→ Information given:
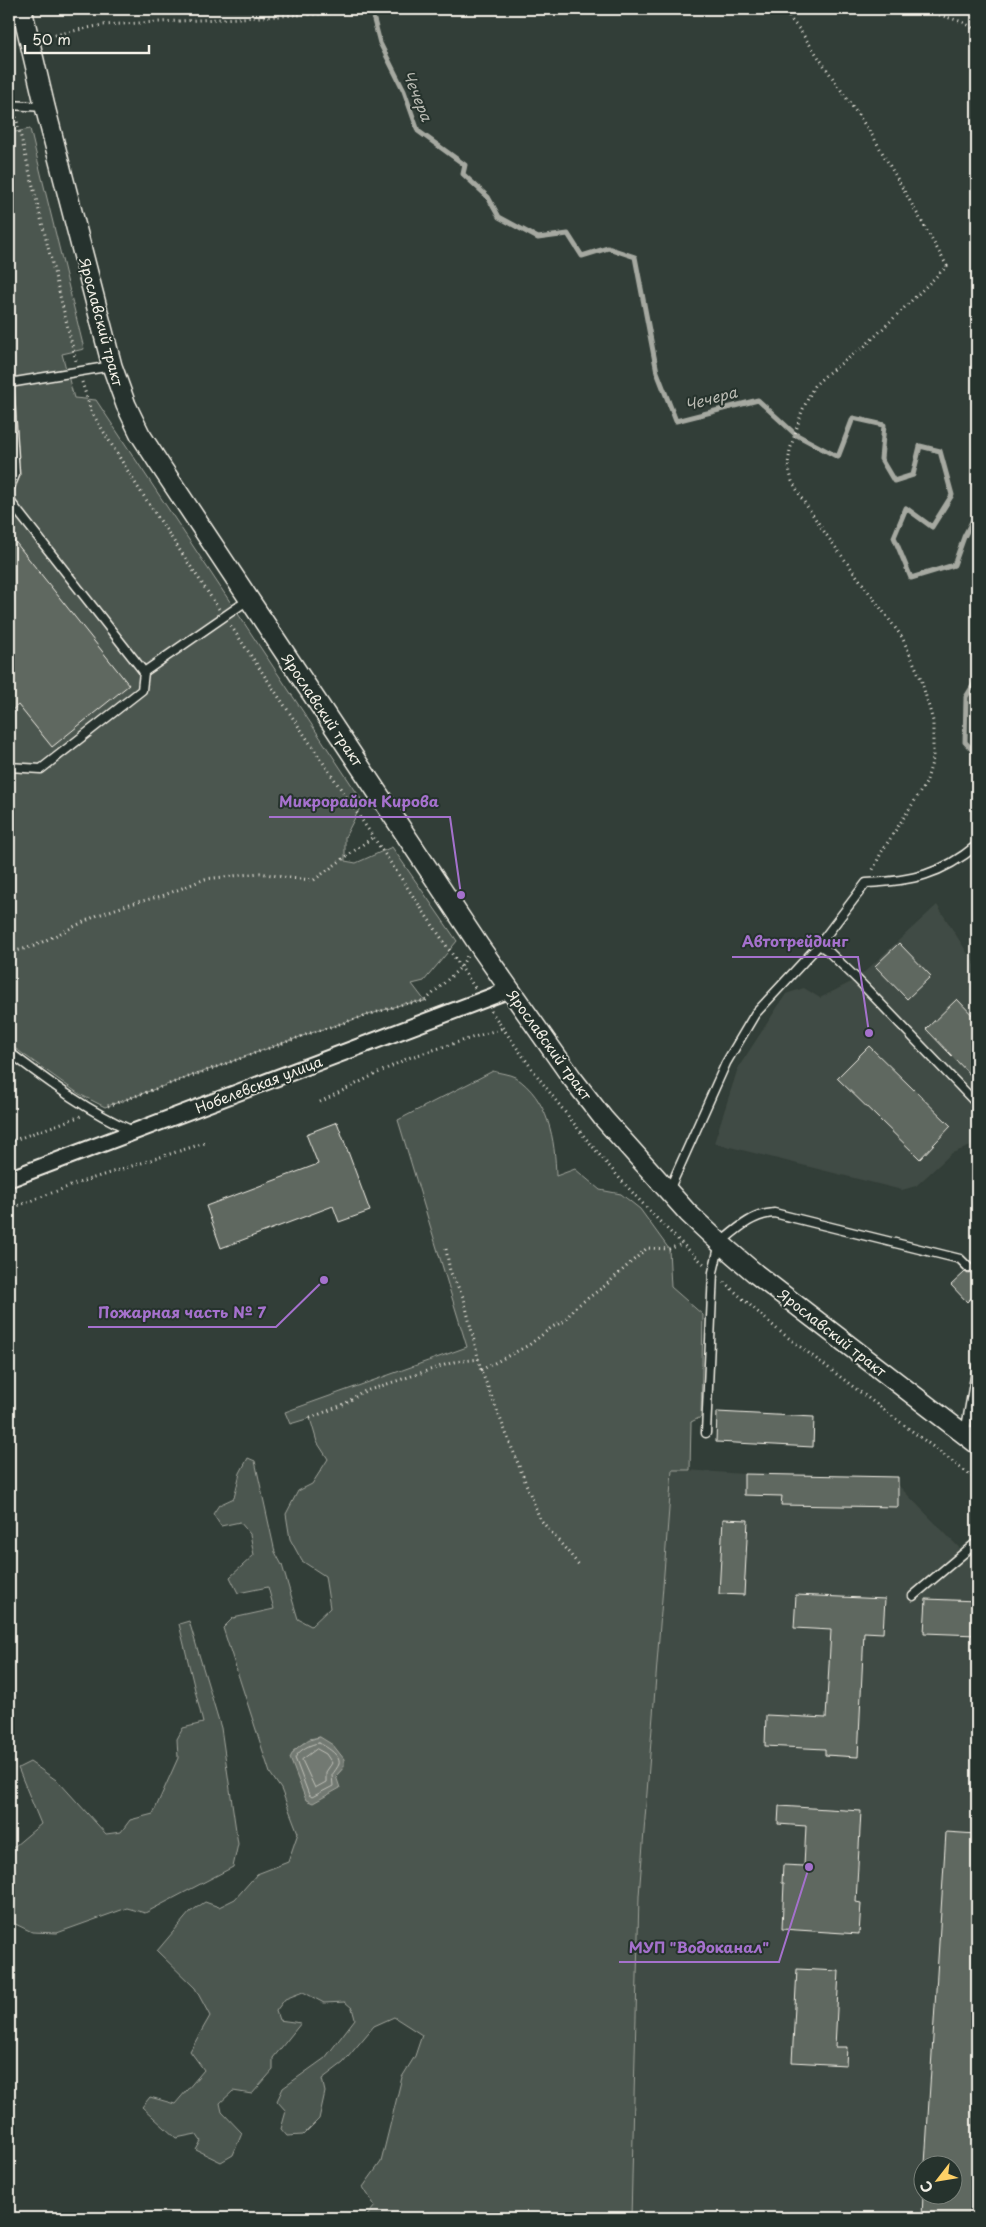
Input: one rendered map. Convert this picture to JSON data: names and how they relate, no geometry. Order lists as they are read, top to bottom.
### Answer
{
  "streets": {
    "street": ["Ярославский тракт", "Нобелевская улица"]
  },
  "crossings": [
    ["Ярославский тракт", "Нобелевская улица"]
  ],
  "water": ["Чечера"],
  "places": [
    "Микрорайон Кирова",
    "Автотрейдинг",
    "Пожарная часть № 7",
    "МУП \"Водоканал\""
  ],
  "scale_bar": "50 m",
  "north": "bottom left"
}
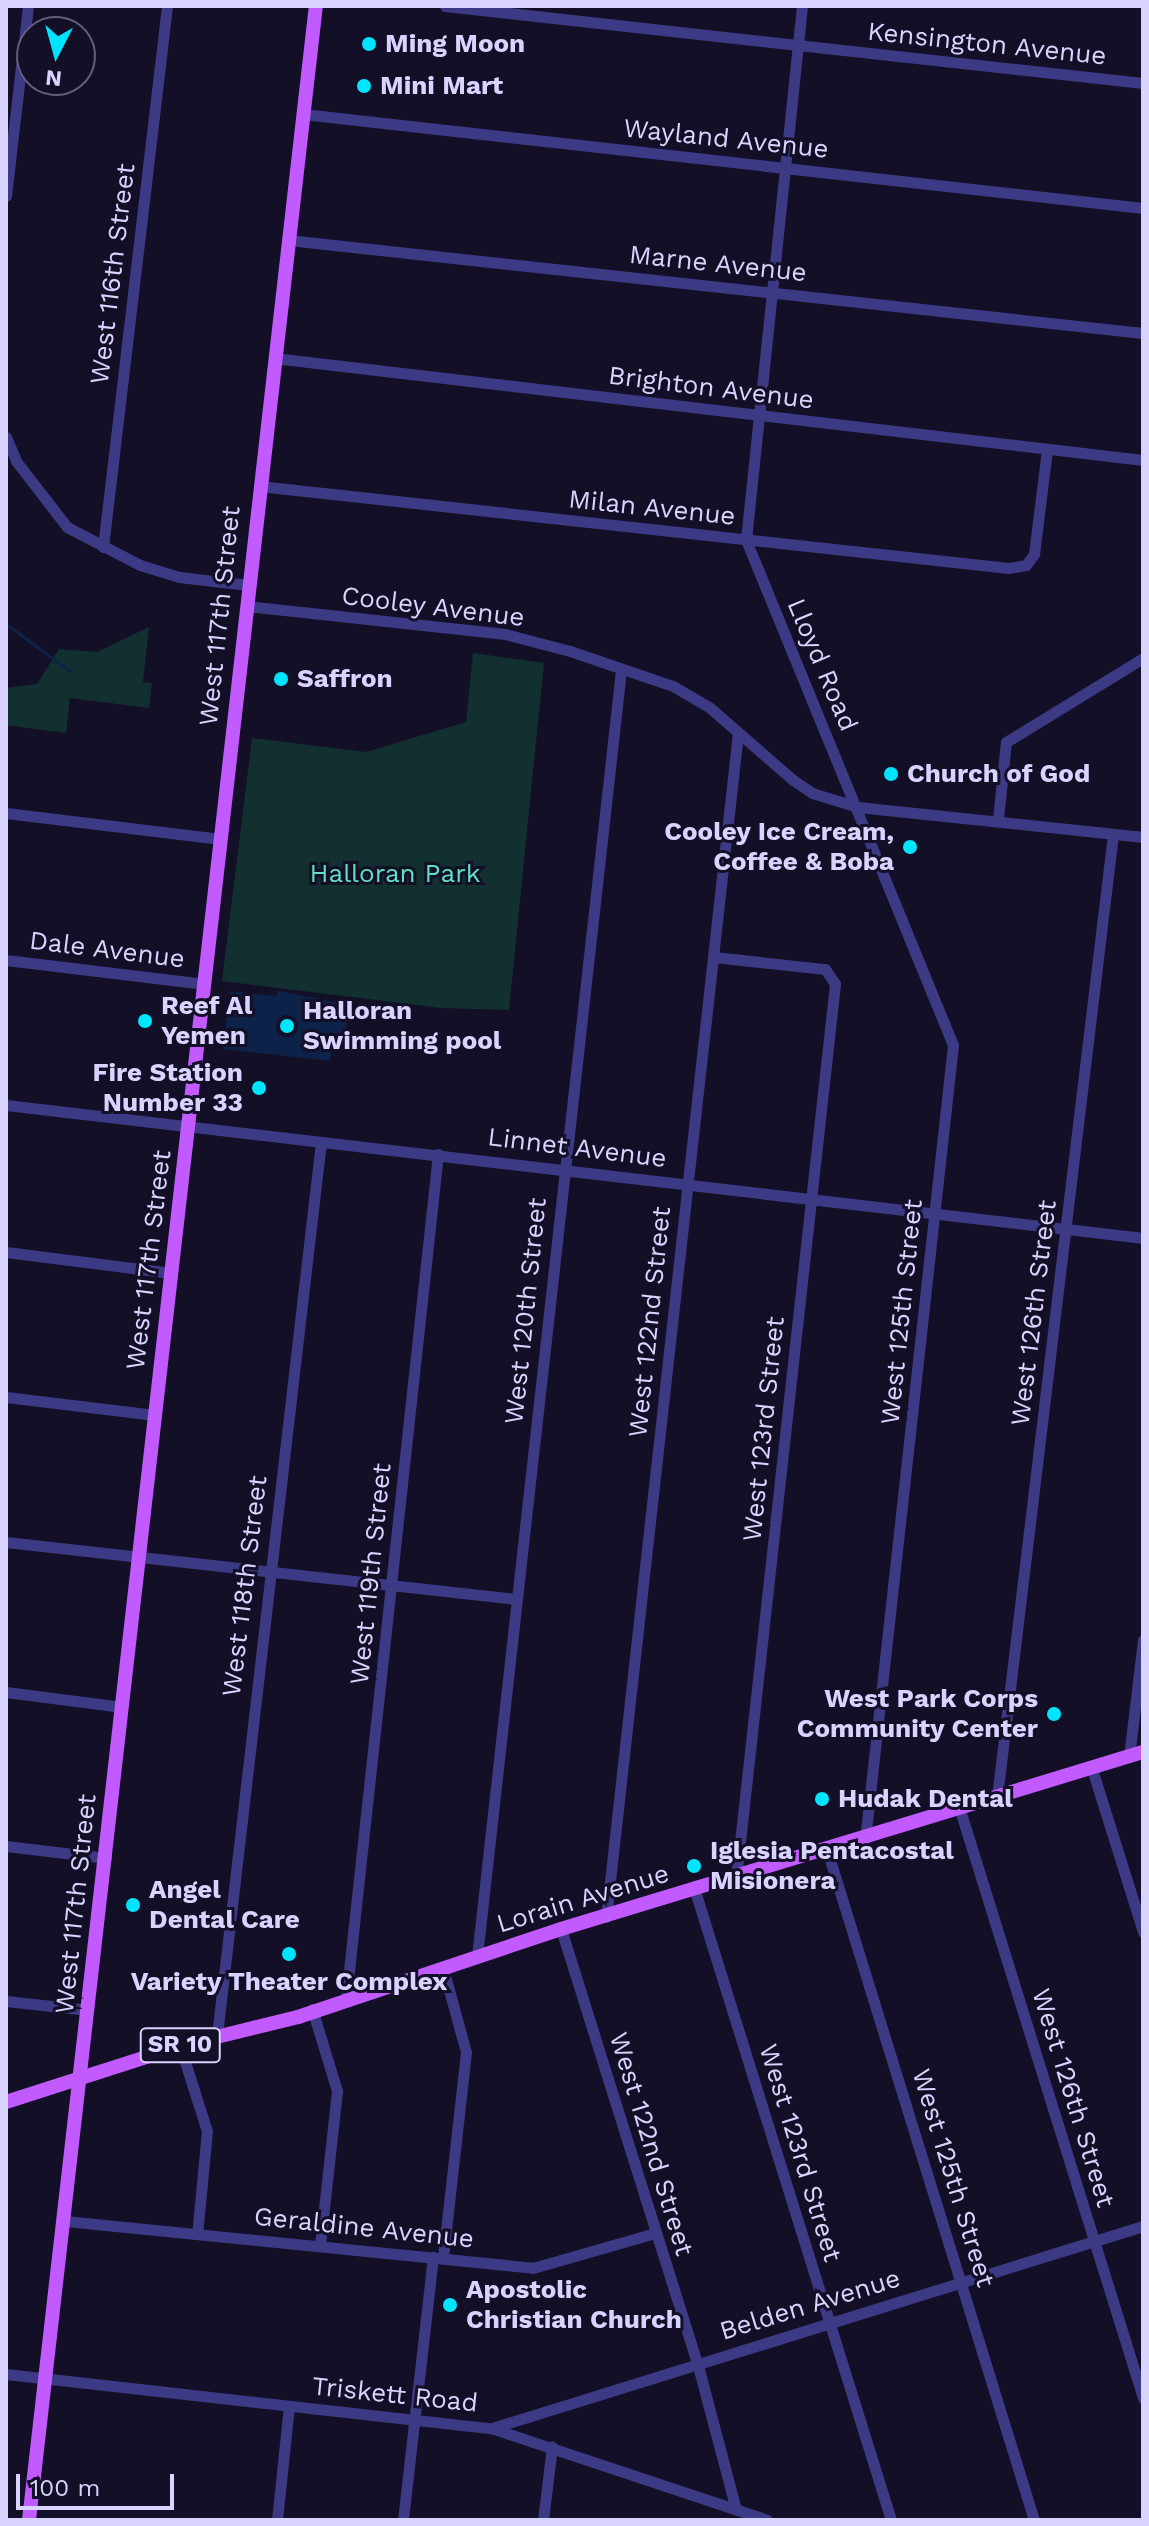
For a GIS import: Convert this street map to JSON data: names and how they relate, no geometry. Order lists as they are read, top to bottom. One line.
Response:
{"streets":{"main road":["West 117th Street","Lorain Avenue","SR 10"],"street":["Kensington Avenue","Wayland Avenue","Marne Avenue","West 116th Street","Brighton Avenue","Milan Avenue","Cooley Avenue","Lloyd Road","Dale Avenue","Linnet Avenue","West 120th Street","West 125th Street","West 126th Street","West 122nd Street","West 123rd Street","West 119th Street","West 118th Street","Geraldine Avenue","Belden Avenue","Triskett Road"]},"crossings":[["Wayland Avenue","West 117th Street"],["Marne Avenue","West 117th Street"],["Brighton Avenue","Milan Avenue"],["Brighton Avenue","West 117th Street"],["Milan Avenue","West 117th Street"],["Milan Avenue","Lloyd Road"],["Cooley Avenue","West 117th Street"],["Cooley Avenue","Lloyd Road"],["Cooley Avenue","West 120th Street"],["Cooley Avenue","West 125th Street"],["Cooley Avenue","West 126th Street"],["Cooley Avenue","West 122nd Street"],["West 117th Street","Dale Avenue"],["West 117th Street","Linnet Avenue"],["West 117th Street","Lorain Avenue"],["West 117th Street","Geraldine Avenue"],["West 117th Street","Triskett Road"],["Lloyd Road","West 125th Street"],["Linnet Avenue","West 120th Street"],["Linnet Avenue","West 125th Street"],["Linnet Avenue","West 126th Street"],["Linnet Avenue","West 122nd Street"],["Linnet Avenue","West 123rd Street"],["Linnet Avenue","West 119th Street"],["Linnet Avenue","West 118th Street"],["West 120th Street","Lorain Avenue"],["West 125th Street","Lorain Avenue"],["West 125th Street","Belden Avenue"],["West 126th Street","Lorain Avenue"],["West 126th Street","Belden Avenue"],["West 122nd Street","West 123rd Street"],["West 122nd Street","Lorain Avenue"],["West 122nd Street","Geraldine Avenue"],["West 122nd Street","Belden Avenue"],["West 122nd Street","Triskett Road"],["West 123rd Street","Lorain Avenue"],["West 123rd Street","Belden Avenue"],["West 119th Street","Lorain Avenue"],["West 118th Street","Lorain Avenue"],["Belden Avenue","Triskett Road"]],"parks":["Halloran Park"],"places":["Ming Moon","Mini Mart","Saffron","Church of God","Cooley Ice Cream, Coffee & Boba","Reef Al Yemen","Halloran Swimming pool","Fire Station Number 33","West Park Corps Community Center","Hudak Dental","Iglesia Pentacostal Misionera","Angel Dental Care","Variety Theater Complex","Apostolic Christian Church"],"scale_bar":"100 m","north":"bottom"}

→ Brief: Restate the whole listing above exactly, please, omitting every image.

→ Solution to this problem:
Input: one rendered map. Convert this picture to JSON data: names and how they relate, no geometry. Order lists as they are read, top to bottom.
### Answer
{
  "streets": {
    "street": ["Ярославский тракт", "Нобелевская улица"]
  },
  "crossings": [
    ["Ярославский тракт", "Нобелевская улица"]
  ],
  "water": ["Чечера"],
  "places": [
    "Микрорайон Кирова",
    "Автотрейдинг",
    "Пожарная часть № 7",
    "МУП \"Водоканал\""
  ],
  "scale_bar": "50 m",
  "north": "bottom left"
}
For a GIS import: Convert this street map to JSON data: names and how they relate, no geometry. Order lists as they are read, top to bottom. One line.
Response:
{"streets":{"main road":["West 117th Street","Lorain Avenue","SR 10"],"street":["Kensington Avenue","Wayland Avenue","Marne Avenue","West 116th Street","Brighton Avenue","Milan Avenue","Cooley Avenue","Lloyd Road","Dale Avenue","Linnet Avenue","West 120th Street","West 125th Street","West 126th Street","West 122nd Street","West 123rd Street","West 119th Street","West 118th Street","Geraldine Avenue","Belden Avenue","Triskett Road"]},"crossings":[["Wayland Avenue","West 117th Street"],["Marne Avenue","West 117th Street"],["Brighton Avenue","Milan Avenue"],["Brighton Avenue","West 117th Street"],["Milan Avenue","West 117th Street"],["Milan Avenue","Lloyd Road"],["Cooley Avenue","West 117th Street"],["Cooley Avenue","Lloyd Road"],["Cooley Avenue","West 120th Street"],["Cooley Avenue","West 125th Street"],["Cooley Avenue","West 126th Street"],["Cooley Avenue","West 122nd Street"],["West 117th Street","Dale Avenue"],["West 117th Street","Linnet Avenue"],["West 117th Street","Lorain Avenue"],["West 117th Street","Geraldine Avenue"],["West 117th Street","Triskett Road"],["Lloyd Road","West 125th Street"],["Linnet Avenue","West 120th Street"],["Linnet Avenue","West 125th Street"],["Linnet Avenue","West 126th Street"],["Linnet Avenue","West 122nd Street"],["Linnet Avenue","West 123rd Street"],["Linnet Avenue","West 119th Street"],["Linnet Avenue","West 118th Street"],["West 120th Street","Lorain Avenue"],["West 125th Street","Lorain Avenue"],["West 125th Street","Belden Avenue"],["West 126th Street","Lorain Avenue"],["West 126th Street","Belden Avenue"],["West 122nd Street","West 123rd Street"],["West 122nd Street","Lorain Avenue"],["West 122nd Street","Geraldine Avenue"],["West 122nd Street","Belden Avenue"],["West 122nd Street","Triskett Road"],["West 123rd Street","Lorain Avenue"],["West 123rd Street","Belden Avenue"],["West 119th Street","Lorain Avenue"],["West 118th Street","Lorain Avenue"],["Belden Avenue","Triskett Road"]],"parks":["Halloran Park"],"places":["Ming Moon","Mini Mart","Saffron","Church of God","Cooley Ice Cream, Coffee & Boba","Reef Al Yemen","Halloran Swimming pool","Fire Station Number 33","West Park Corps Community Center","Hudak Dental","Iglesia Pentacostal Misionera","Angel Dental Care","Variety Theater Complex","Apostolic Christian Church"],"scale_bar":"100 m","north":"bottom"}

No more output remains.